- **Instructions to follow**:
Each line of the records below that holds "names" should be returned.

Records from a collection
- - -

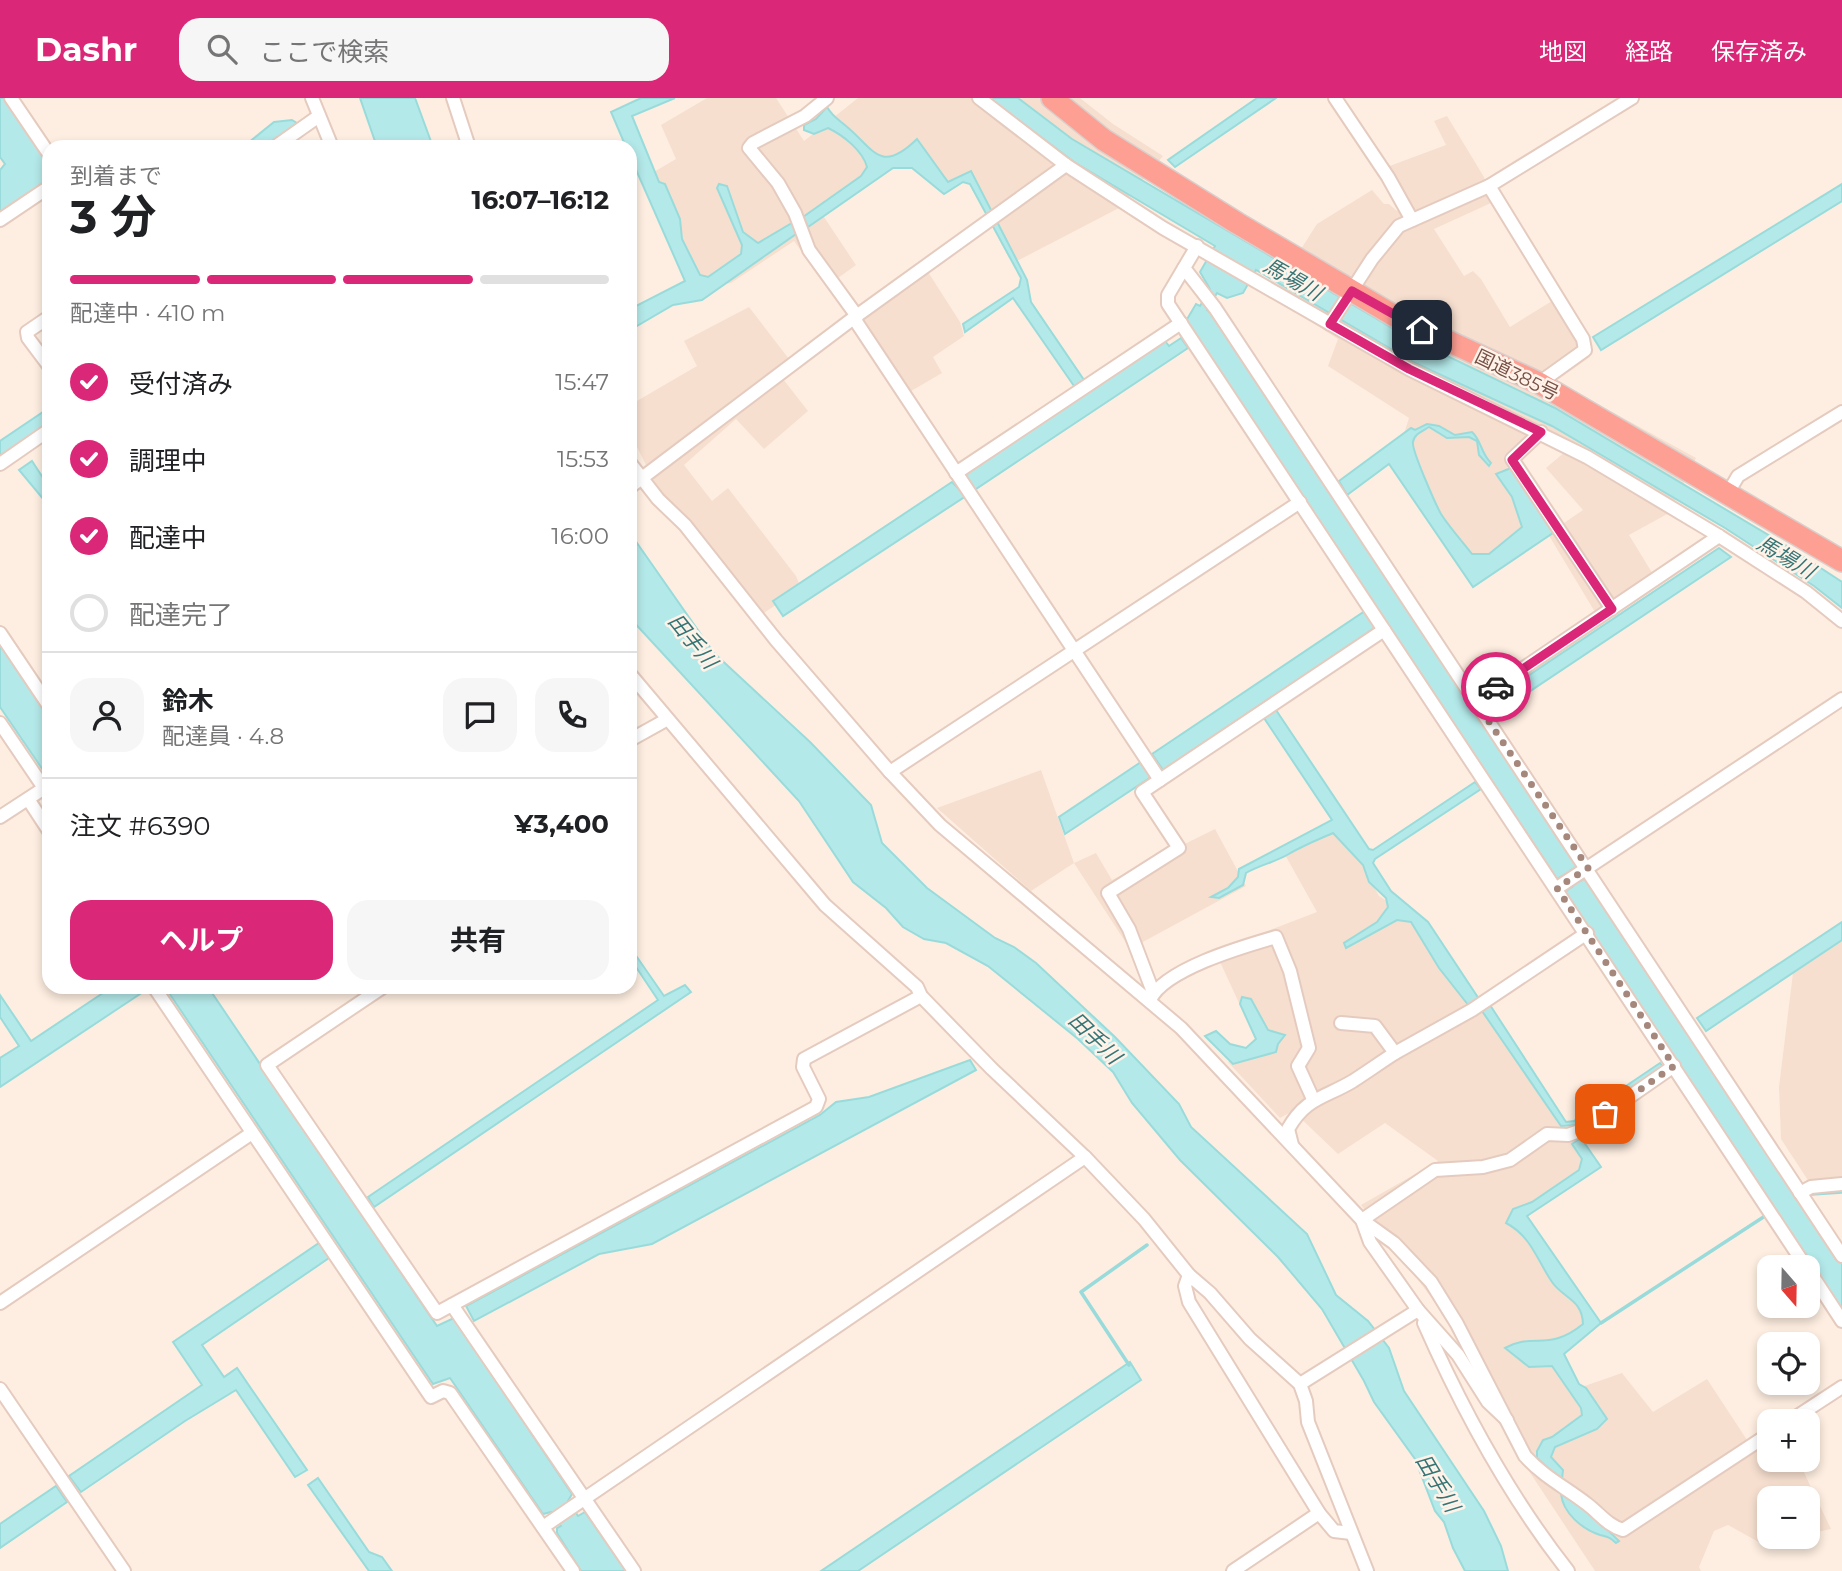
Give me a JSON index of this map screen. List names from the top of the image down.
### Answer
{
  "streets": {
    "highway": ["国道385号"]
  },
  "water": ["馬場川", "田手川"],
  "north": "bottom",
  "page": {
    "header": "Dashr",
    "search": "ここで検索",
    "nav": ["地図", "経路", "保存済み"],
    "heading": ["3 分", "到着まで", "16:07–16:12"],
    "panel": [
      "鈴木",
      "配達員 · 4.8",
      "注文 #6390",
      "¥3,400"
    ],
    "bar": "配達中 · 410 m",
    "list": [
      ["受付済み", "15:47"],
      ["調理中", "15:53"],
      ["配達中", "16:00"],
      "配達完了"
    ],
    "buttons": ["ヘルプ", "共有"],
    "map_buttons": ["+", "−"]
  }
}
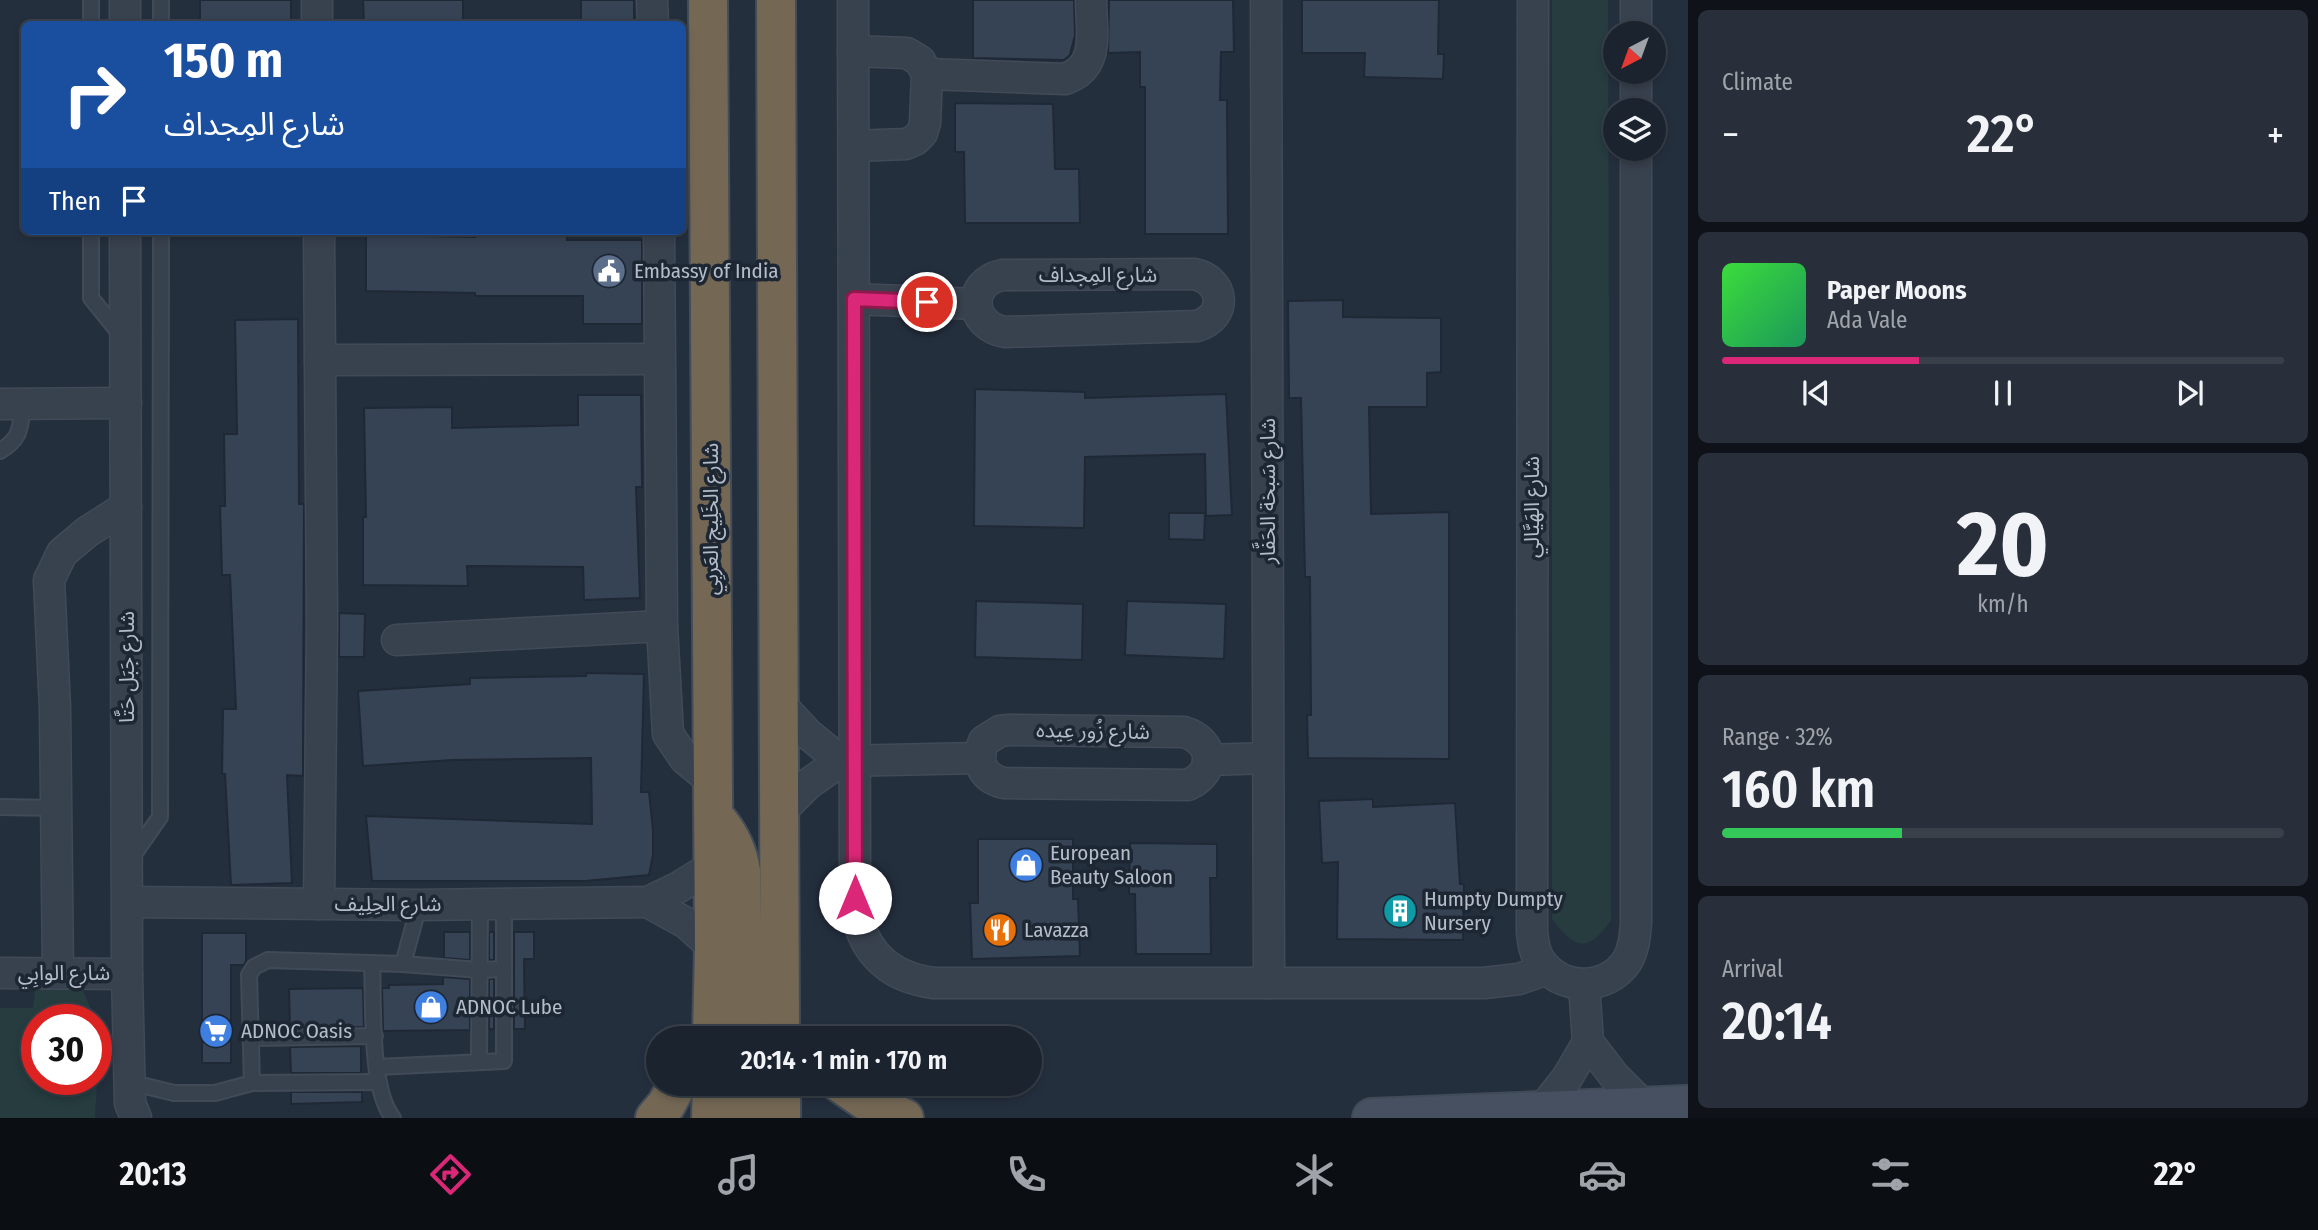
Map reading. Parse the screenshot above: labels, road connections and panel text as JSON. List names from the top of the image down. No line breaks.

- - -

- **Response area**:
Give me a JSON index of this map screen. List names from the top of the image down.
Map reading. Parse the screenshot above: labels, road connections and panel text as JSON. List names from the top of the image down. No line breaks.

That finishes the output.